DIRECTIONS FOR THIS TASK →
Only the number is needed. Please count the lines below in which the word "Concord" occurs.

-- Opening Marker --

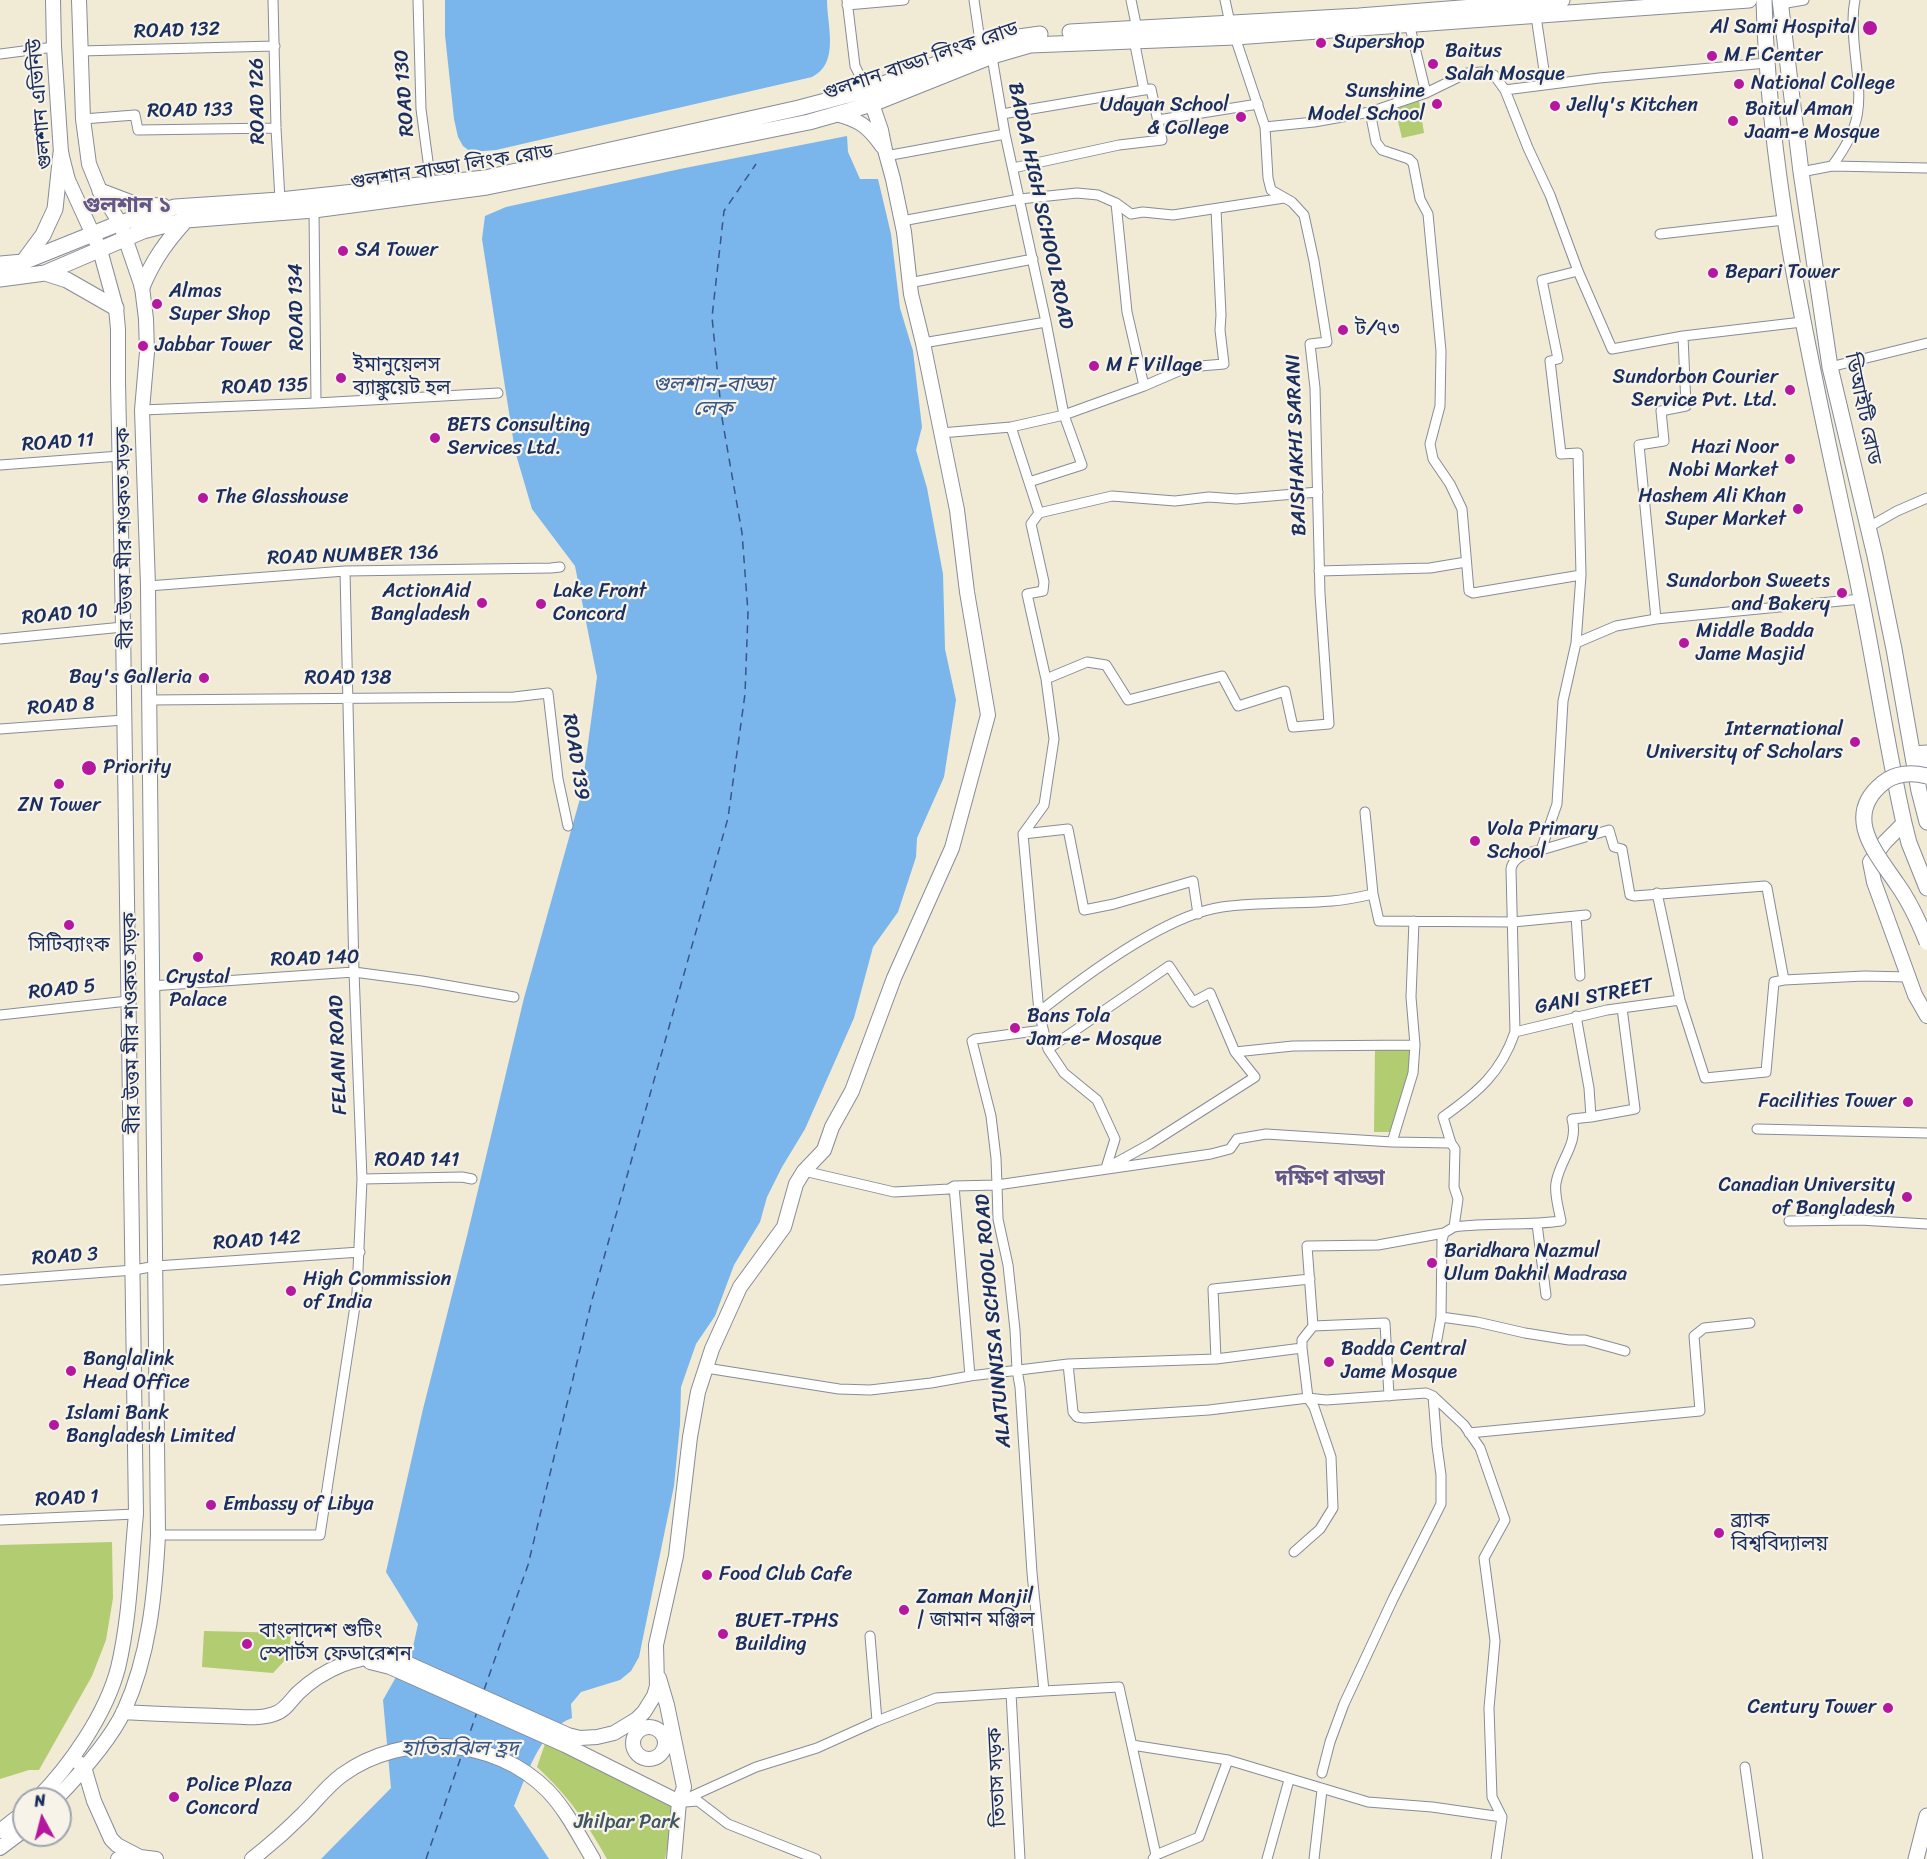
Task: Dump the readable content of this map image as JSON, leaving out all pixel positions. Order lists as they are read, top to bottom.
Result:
{
  "streets": {
    "main road": [
      "গুলশান বাড্ডা লিংক রোড",
      "গুলশান এভিনিউ",
      "ডিআইটি রোড",
      "বীর উত্তম মীর শওকত সড়ক"
    ],
    "street": [
      "ROAD 132",
      "ROAD 130",
      "ROAD 126",
      "ROAD 133",
      "BADDA HIGH SCHOOL ROAD",
      "ROAD 134",
      "ROAD 135",
      "ROAD 11",
      "BAISHAKHI SARANI",
      "ROAD NUMBER 136",
      "ROAD 10",
      "ROAD 138",
      "ROAD 8",
      "ROAD 139",
      "ROAD 140",
      "ROAD 5",
      "GANI STREET",
      "FELANI ROAD",
      "ROAD 141",
      "ROAD 142",
      "ROAD 3",
      "ALATUNNISA SCHOOL ROAD",
      "ROAD 1",
      "তিতাস সড়ক"
    ]
  },
  "crossings": [
    ["ROAD 132", "ROAD 126"],
    ["ROAD 132", "গুলশান এভিনিউ"],
    ["গুলশান বাড্ডা লিংক রোড", "ROAD 130"],
    ["গুলশান বাড্ডা লিংক রোড", "ROAD 126"],
    ["গুলশান বাড্ডা লিংক রোড", "BADDA HIGH SCHOOL ROAD"],
    ["গুলশান বাড্ডা লিংক রোড", "ROAD 134"],
    ["গুলশান বাড্ডা লিংক রোড", "বীর উত্তম মীর শওকত সড়ক"],
    ["ROAD 126", "ROAD 133"],
    ["গুলশান এভিনিউ", "ROAD 133"],
    ["গুলশান এভিনিউ", "বীর উত্তম মীর শওকত সড়ক"],
    ["ROAD 134", "ROAD 135"],
    ["ROAD 135", "বীর উত্তম মীর শওকত সড়ক"],
    ["ROAD 11", "বীর উত্তম মীর শওকত সড়ক"],
    ["বীর উত্তম মীর শওকত সড়ক", "ROAD NUMBER 136"],
    ["বীর উত্তম মীর শওকত সড়ক", "ROAD 10"],
    ["বীর উত্তম মীর শওকত সড়ক", "ROAD 138"],
    ["বীর উত্তম মীর শওকত সড়ক", "ROAD 8"],
    ["বীর উত্তম মীর শওকত সড়ক", "ROAD 140"],
    ["বীর উত্তম মীর শওকত সড়ক", "ROAD 5"],
    ["বীর উত্তম মীর শওকত সড়ক", "FELANI ROAD"],
    ["বীর উত্তম মীর শওকত সড়ক", "ROAD 142"],
    ["বীর উত্তম মীর শওকত সড়ক", "ROAD 3"],
    ["বীর উত্তম মীর শওকত সড়ক", "ROAD 1"],
    ["ROAD NUMBER 136", "FELANI ROAD"],
    ["ROAD 138", "ROAD 139"],
    ["ROAD 138", "FELANI ROAD"],
    ["ROAD 140", "FELANI ROAD"],
    ["FELANI ROAD", "ROAD 141"],
    ["FELANI ROAD", "ROAD 142"],
    ["ROAD 142", "ROAD 3"]
  ],
  "districts": ["গুলশান ১", "দক্ষিণ বাড্ডা"],
  "water": ["গুলশান-বাড্ডা লেক", "হাতিরঝিল হ্রদ"],
  "parks": ["Jhilpar Park"],
  "places": [
    "Al Sami Hospital",
    "Supershop",
    "M F Center",
    "Baitus Salah Mosque",
    "National College",
    "Sunshine Model School",
    "Jelly's Kitchen",
    "Udayan School & College",
    "Baitul Aman Jaam-e Mosque",
    "SA Tower",
    "Bepari Tower",
    "Almas Super Shop",
    "ট/৭৩",
    "Jabbar Tower",
    "M F Village",
    "ইমানুয়েলস ব্যাঙ্কুয়েট হল",
    "Sundorbon Courier Service Pvt. Ltd.",
    "BETS Consulting Services Ltd.",
    "Hazi Noor Nobi Market",
    "The Glasshouse",
    "Hashem Ali Khan Super Market",
    "Sundorbon Sweets and Bakery",
    "ActionAid Bangladesh",
    "Lake Front Concord",
    "Middle Badda Jame Masjid",
    "Bay's Galleria",
    "International University of Scholars",
    "Priority",
    "ZN Tower",
    "Vola Primary School",
    "সিটিব্যাংক",
    "Crystal Palace",
    "Bans Tola Jam-e- Mosque",
    "Facilities Tower",
    "Canadian University of Bangladesh",
    "Baridhara Nazmul Ulum Dakhil Madrasa",
    "High Commission of India",
    "Badda Central Jame Mosque",
    "Banglalink Head Office",
    "Islami Bank Bangladesh Limited",
    "Embassy of Libya",
    "ব্র্যাক বিশ্ববিদ্যালয়",
    "Food Club Cafe",
    "Zaman Manjil | জামান মঞ্জিল",
    "BUET-TPHS Building",
    "বাংলাদেশ শুটিং স্পোর্টস ফেডারেশন",
    "Century Tower",
    "Police Plaza Concord"
  ],
  "north": "top"
}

-- Closing Marker --

FINAL ANSWER →
2